§ **Stored items**
>>

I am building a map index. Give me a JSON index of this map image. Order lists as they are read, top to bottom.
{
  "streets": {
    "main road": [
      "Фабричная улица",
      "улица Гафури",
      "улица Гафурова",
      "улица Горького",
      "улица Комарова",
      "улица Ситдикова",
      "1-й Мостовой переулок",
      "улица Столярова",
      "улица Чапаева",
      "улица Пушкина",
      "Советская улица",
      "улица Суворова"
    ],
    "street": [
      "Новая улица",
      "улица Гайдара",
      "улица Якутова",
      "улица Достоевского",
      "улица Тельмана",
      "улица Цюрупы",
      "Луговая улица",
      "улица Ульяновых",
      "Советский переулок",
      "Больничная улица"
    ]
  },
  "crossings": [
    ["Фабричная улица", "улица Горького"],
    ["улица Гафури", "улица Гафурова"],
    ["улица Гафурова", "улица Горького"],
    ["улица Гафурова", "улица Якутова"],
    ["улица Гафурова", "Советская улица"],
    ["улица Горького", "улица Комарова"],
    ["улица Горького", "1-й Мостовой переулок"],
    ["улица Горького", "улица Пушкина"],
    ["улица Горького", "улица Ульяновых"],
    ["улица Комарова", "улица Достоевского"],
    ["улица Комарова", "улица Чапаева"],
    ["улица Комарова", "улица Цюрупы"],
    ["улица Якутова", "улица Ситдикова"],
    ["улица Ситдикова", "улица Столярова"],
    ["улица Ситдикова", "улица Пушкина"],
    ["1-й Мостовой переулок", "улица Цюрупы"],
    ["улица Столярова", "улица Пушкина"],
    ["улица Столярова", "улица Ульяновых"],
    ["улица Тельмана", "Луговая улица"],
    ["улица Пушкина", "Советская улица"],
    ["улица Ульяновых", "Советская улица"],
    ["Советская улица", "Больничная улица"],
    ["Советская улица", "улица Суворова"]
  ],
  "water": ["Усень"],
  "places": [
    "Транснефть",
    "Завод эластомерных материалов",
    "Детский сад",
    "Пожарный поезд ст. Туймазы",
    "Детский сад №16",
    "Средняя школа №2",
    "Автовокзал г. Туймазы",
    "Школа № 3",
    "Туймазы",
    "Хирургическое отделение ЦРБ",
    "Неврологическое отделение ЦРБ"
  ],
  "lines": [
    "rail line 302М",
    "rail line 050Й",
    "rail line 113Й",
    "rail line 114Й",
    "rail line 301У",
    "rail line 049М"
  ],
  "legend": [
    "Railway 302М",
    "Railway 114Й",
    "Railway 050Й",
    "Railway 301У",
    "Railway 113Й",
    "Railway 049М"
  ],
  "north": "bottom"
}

<<

§ **AIM OF THE TASK**
If a line in the records above contains the word "Горького", copy it.

§ **RESPONSE TO THE TASK**
      "улица Горького",
    ["Фабричная улица", "улица Горького"],
    ["улица Гафурова", "улица Горького"],
    ["улица Горького", "улица Комарова"],
    ["улица Горького", "1-й Мостовой переулок"],
    ["улица Горького", "улица Пушкина"],
    ["улица Горького", "улица Ульяновых"],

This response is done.